──────── Information supplied ────────

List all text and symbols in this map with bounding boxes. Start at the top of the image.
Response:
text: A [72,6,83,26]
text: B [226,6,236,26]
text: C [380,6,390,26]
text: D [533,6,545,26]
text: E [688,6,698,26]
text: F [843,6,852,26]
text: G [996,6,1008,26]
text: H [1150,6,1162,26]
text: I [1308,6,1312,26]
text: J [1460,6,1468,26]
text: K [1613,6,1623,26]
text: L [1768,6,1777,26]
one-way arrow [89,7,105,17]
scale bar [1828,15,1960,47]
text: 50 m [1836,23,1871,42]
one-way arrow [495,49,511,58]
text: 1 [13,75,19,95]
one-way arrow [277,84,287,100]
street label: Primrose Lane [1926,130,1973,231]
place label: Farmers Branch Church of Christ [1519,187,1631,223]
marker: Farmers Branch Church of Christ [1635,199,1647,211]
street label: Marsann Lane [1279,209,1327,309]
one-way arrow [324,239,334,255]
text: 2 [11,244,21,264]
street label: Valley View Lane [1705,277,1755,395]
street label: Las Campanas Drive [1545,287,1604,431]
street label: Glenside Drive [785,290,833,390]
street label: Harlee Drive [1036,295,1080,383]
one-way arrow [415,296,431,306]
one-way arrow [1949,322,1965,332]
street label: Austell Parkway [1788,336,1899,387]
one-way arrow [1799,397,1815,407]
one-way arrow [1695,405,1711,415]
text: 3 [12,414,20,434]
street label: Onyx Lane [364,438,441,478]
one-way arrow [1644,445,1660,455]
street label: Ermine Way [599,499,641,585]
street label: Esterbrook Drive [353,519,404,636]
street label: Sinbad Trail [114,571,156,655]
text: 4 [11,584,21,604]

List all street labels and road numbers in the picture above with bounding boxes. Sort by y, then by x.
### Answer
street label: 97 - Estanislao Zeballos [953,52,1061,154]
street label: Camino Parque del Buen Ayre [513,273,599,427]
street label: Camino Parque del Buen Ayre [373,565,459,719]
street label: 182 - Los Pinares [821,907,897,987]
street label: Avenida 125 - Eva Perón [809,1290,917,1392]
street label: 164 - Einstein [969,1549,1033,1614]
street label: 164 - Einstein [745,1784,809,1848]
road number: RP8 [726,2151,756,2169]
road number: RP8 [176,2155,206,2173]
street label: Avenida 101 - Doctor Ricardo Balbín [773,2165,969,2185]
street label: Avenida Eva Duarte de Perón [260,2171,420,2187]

────────

» **What to do**: Repeat only what lies between the first line of the data and the line containing "List all street", both of those lines included, exactly as it stands.

» **Reply to the exercise**:
List all text and symbols in this map with bounding boxes. Start at the top of the image.
Response:
text: A [72,6,83,26]
text: B [226,6,236,26]
text: C [380,6,390,26]
text: D [533,6,545,26]
text: E [688,6,698,26]
text: F [843,6,852,26]
text: G [996,6,1008,26]
text: H [1150,6,1162,26]
text: I [1308,6,1312,26]
text: J [1460,6,1468,26]
text: K [1613,6,1623,26]
text: L [1768,6,1777,26]
one-way arrow [89,7,105,17]
scale bar [1828,15,1960,47]
text: 50 m [1836,23,1871,42]
one-way arrow [495,49,511,58]
text: 1 [13,75,19,95]
one-way arrow [277,84,287,100]
street label: Primrose Lane [1926,130,1973,231]
place label: Farmers Branch Church of Christ [1519,187,1631,223]
marker: Farmers Branch Church of Christ [1635,199,1647,211]
street label: Marsann Lane [1279,209,1327,309]
one-way arrow [324,239,334,255]
text: 2 [11,244,21,264]
street label: Valley View Lane [1705,277,1755,395]
street label: Las Campanas Drive [1545,287,1604,431]
street label: Glenside Drive [785,290,833,390]
street label: Harlee Drive [1036,295,1080,383]
one-way arrow [415,296,431,306]
one-way arrow [1949,322,1965,332]
street label: Austell Parkway [1788,336,1899,387]
one-way arrow [1799,397,1815,407]
one-way arrow [1695,405,1711,415]
text: 3 [12,414,20,434]
street label: Onyx Lane [364,438,441,478]
one-way arrow [1644,445,1660,455]
street label: Ermine Way [599,499,641,585]
street label: Esterbrook Drive [353,519,404,636]
street label: Sinbad Trail [114,571,156,655]
text: 4 [11,584,21,604]

List all street labels and road numbers in the picture above with bounding boxes. Sort by y, then by x.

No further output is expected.